Manulife Financial Corporation, Canada's largest insurer, is on track to surpass its Asia earnings target of 50% by 2027, driven by innovative products and a significant increase in sales. In the third quarter of 2024, Asia contributed 44% of the company's total earnings, a notable rise from 37% the previous year. Core earnings from the region increased by 17%, highlighting the company's robust performance [bde7149b].
A significant factor in this growth has been the booming sales in Hong Kong, where annualized premiums soared by 173% to reach US$570 million. Notably, mainland visitors accounted for 30% of these sales, reflecting the impact of increased tourism on the insurance market. Hong Kong welcomed 21 million tourists in the first half of 2024, marking a 64% increase from the previous year, with a majority of visitors coming from mainland China [bde7149b].
To further enhance customer service and cater to high-net-worth clients, Manulife has launched new products and leveraged technology.

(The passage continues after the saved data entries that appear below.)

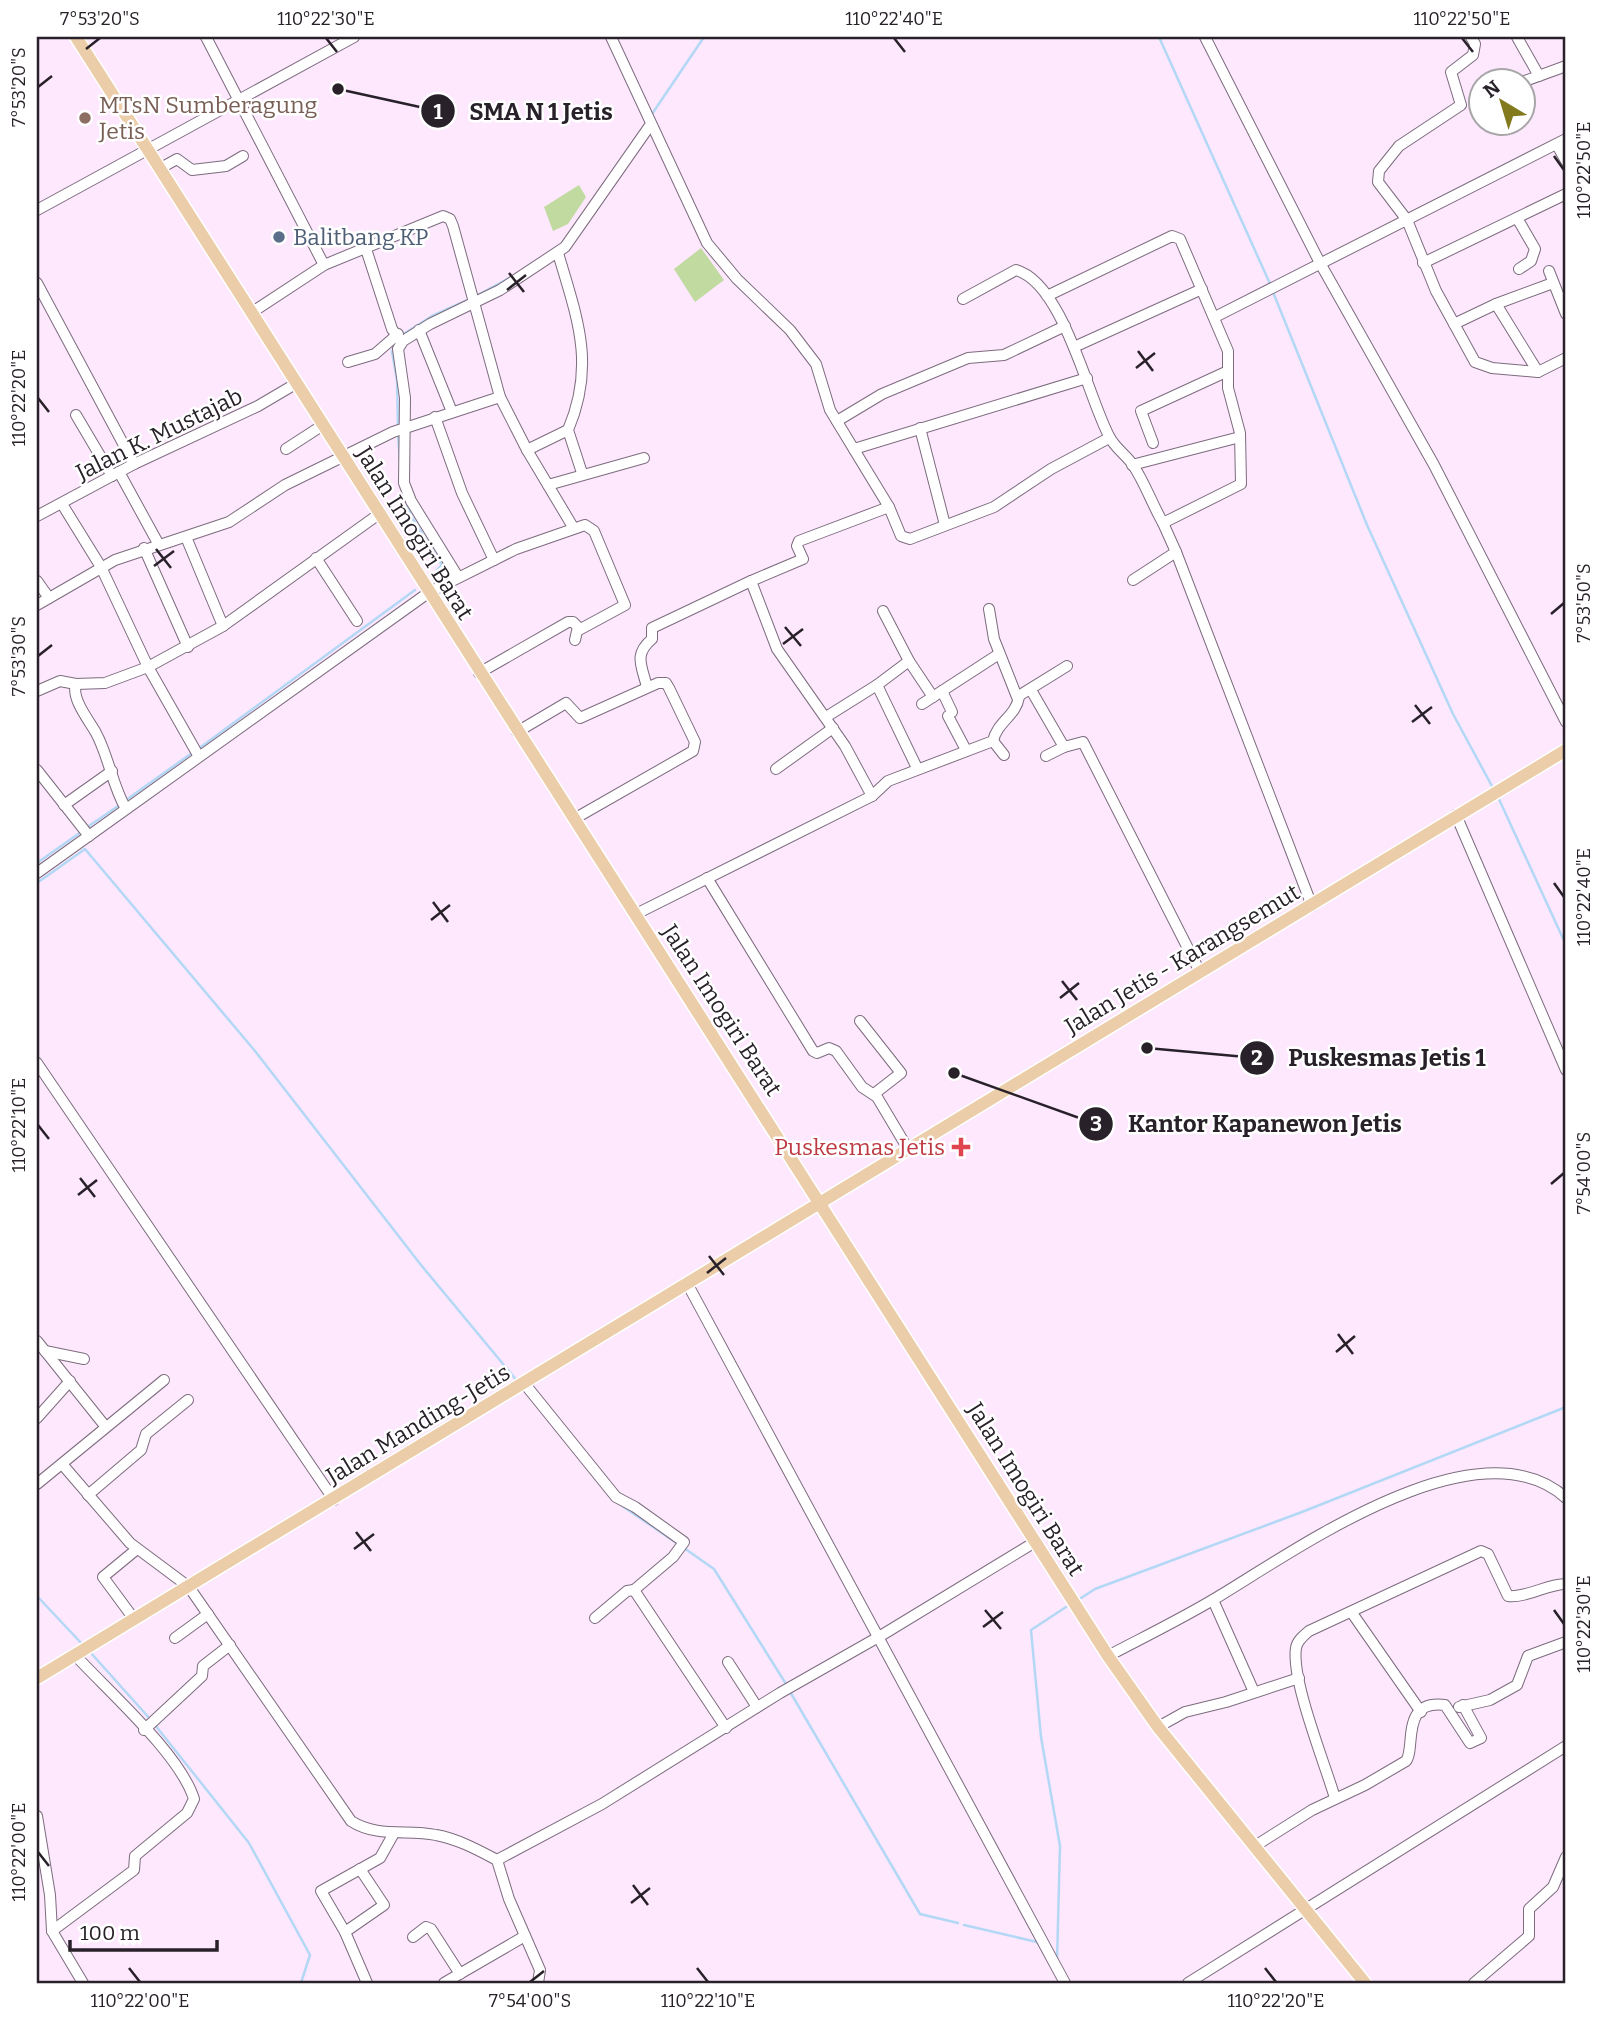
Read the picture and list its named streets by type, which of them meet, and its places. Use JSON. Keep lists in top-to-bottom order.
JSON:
{
  "streets": {
    "main road": ["Jalan Imogiri Barat", "Jalan Jetis - Karangsemut", "Jalan Manding-Jetis"],
    "street": ["Jalan K. Mustajab"]
  },
  "crossings": [
    ["Jalan K. Mustajab", "Jalan Imogiri Barat"],
    ["Jalan Imogiri Barat", "Jalan Jetis - Karangsemut"],
    ["Jalan Imogiri Barat", "Jalan Manding-Jetis"],
    ["Jalan Jetis - Karangsemut", "Jalan Manding-Jetis"]
  ],
  "places": {
    "other": [
      "SMA N 1 Jetis",
      "MTsN Sumberagung Jetis",
      "Balitbang KP",
      "Puskesmas Jetis 1",
      "Kantor Kapanewon Jetis"
    ],
    "health": ["Puskesmas Jetis"]
  },
  "scale_bar": "100 m",
  "north": "top left",
  "coordinates": [
    "7°53'20\"S",
    "110°22'30\"E",
    "110°22'40\"E",
    "110°22'50\"E",
    "110°22'20\"E",
    "7°53'50\"S",
    "7°53'30\"S",
    "110°22'10\"E",
    "7°54'00\"S",
    "110°22'00\"E"
  ]
}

The company recently celebrated 25 years of being listed in Hong Kong and reported an all-time high share price following its strong Q3 results [bde7149b].
This surge in earnings and sales aligns with broader trends in the insurance market, where companies like AIA Group are also experiencing significant growth due to increased demand from mainland Chinese customers seeking financial security amid economic uncertainties [22c2b5e3]. AIA reported a 53% increase in net profit for the first half of 2024, driven by similar factors, including a 25% rise in the value of new business [22c2b5e3]. As both AIA and Manulife capitalize on the growing market, the competitive landscape in the insurance sector in Asia is becoming increasingly dynamic.